# is there such a thing as a GOOD FP cartridge?



## PenMan1 (May 4, 2010)

I usually make FPs with some kind of a pump or converter system because I have had terrible results with cartridges (poor ink quality, "scratchy" writers).

My Mother-in-Law gets ink all over the place when drawing ink from an ink well or bottle.

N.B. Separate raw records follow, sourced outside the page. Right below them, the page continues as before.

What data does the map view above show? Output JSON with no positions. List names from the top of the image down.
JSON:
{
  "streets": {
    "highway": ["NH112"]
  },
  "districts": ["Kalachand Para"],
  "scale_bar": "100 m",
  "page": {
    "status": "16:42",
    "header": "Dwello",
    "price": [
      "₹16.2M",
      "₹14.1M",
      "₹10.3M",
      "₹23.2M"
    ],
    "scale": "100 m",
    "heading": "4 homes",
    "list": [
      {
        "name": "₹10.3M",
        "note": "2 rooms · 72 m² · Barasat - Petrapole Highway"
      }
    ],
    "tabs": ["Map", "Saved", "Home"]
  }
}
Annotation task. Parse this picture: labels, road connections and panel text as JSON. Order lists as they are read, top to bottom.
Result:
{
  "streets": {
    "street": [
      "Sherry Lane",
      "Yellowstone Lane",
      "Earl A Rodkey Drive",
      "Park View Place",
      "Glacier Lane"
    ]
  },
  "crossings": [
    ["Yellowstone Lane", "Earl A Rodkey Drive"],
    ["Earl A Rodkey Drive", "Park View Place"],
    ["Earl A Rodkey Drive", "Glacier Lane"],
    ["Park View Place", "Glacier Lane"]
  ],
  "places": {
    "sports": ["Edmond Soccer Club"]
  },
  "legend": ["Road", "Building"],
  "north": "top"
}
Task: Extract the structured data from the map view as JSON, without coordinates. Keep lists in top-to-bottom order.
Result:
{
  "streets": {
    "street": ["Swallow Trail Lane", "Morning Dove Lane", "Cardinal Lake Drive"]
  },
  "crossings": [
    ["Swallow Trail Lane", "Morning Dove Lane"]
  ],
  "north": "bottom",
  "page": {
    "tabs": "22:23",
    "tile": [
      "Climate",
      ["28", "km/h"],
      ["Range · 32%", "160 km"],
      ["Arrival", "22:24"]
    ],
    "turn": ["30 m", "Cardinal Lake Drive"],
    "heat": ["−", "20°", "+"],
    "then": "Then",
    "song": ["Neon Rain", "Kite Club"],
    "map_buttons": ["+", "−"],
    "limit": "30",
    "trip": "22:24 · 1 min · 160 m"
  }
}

Can anybody recommend a quality CARTRIDGE or are they all as bad as the stock ones?

Thanks


----------



## TomW (May 4, 2010)

Private Reserve cartridges are great.

Tom


----------



## Monty (May 4, 2010)

TomW said:


> Private Reserve cartridges are great.
> 
> Tom


Ditto


----------



## CaptG (May 4, 2010)

Double ditto.


----------



## ed4copies (May 4, 2010)

And WE got em!!

http://www.exoticblanks.com/index.p...ategory_id=29&option=com_virtuemart&Itemid=60


----------



## mrcook4570 (May 4, 2010)

Sounds like your nib could may need to be adjusted and tuned as well.


----------



## Daniel (May 4, 2010)

Again for the Private Reserve. I learned it is not so much about bad pens as bad ink.


----------



## PenMan1 (May 4, 2010)

mrcook4570 said:


> Sounds like your nib could may need to be adjusted and tuned as well.


 
The pen writes flawlessly with bottled "Private Reserve" ink, my m-i-l just gets ink all over her hands and makes a mess on the casein pen.

I should have known that the PR cartridges would be good. Their bottled ink is the best I have found.

Thanks to All!


----------